For Jobs, the post-PC era wasn’t just about introducing mobile touchscreen devices, it was about moving away from many of the conventions that defined the PC: the file system, the desktop, windows and so on. The iPad gave him the opportunity to do just that, and the result is a computing environment that has removed so much complexity that it can be comfortably mastered by an infant.
For all of us familiar with the old conventions, that simplicity introduces constraints – while using an iPad is delightful, it feels like we have less control than we’re used to. And it is exactly that feeling that Microsoft hopes to exploit with its latest OS, Windows 8. This offers a hybrid model, with a stylish touch-friendly environment existing in parallel with a traditional computing environment, with all those file systems and windows still intact.
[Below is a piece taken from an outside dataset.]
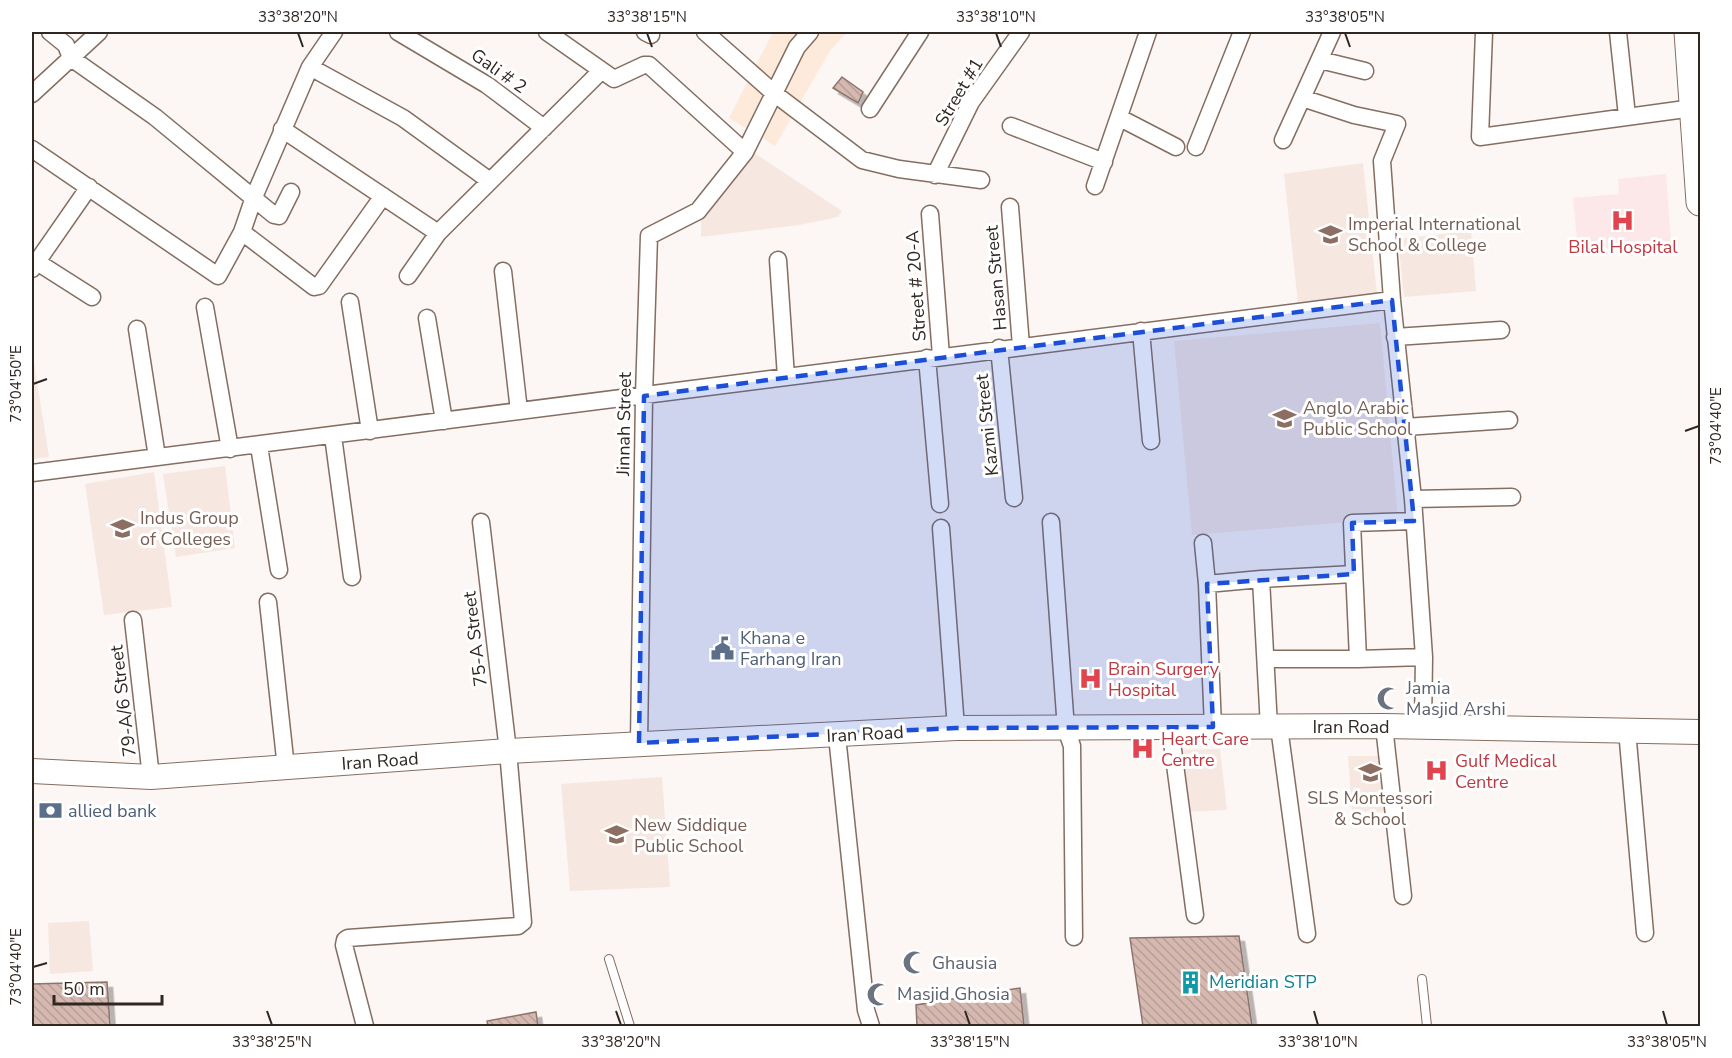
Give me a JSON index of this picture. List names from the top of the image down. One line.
{"streets":{"main road":["Iran Road"],"street":["Gali # 2","Street #1","Hasan Street","Street # 20-A","Jinnah Street","Kazmi Street","75-A Street","79-A/6 Street"]},"crossings":[["Jinnah Street","Iran Road"],["75-A Street","Iran Road"],["79-A/6 Street","Iran Road"]],"places":{"hospital":["Bilal Hospital","Brain Surgery Hospital","Heart Care Centre","Gulf Medical Centre"],"school or university":["Imperial International School & College","Anglo Arabic Public School","Indus Group of Colleges","SLS Montessori & School","New Siddique Public School"],"public building":["Khana e Farhang Iran"],"mosque":["Jamia Masjid Arshi","Ghausia","Masjid Ghosia"],"bank":["allied bank"],"building":["Meridian STP"]},"scale_bar":"50 m","coordinates":["33°38'20\"N","33°38'15\"N","33°38'10\"N","33°38'05\"N","73°04'50\"E","73°04'40\"E","33°38'25\"N"]}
Microsoft maintains that this is a no-compromise solution, but I can’t help thinking it’s actually a massive hedge. It springs from an unwillingness to admit, or an inability to see, that those computing conventions we have become so accustomed to are not the only conventions that can be useful.
Just as some people happily use the command line interface in certain contexts, many of us will continue to use the conventional PC for certain tasks. But a lot of the time, computing is about browsing the web and sending messages to friends – tasks the vastly simpler post-PC tablet devices excel at. Microsoft is betting that most people have been conditioned to think that all those windows and menus and file-management hassles equate with “computing”, and will thus resist the new paradigm of simplicity – maybe they’re right, but I’m sceptical. Change is necessary; rethinking traditions is healthy. We are watching the development of new conventions that will determine how we use computers for the next few decades. And after that? Well, that’s when this century’s Vannevar Bush will stake his or her place in the history books.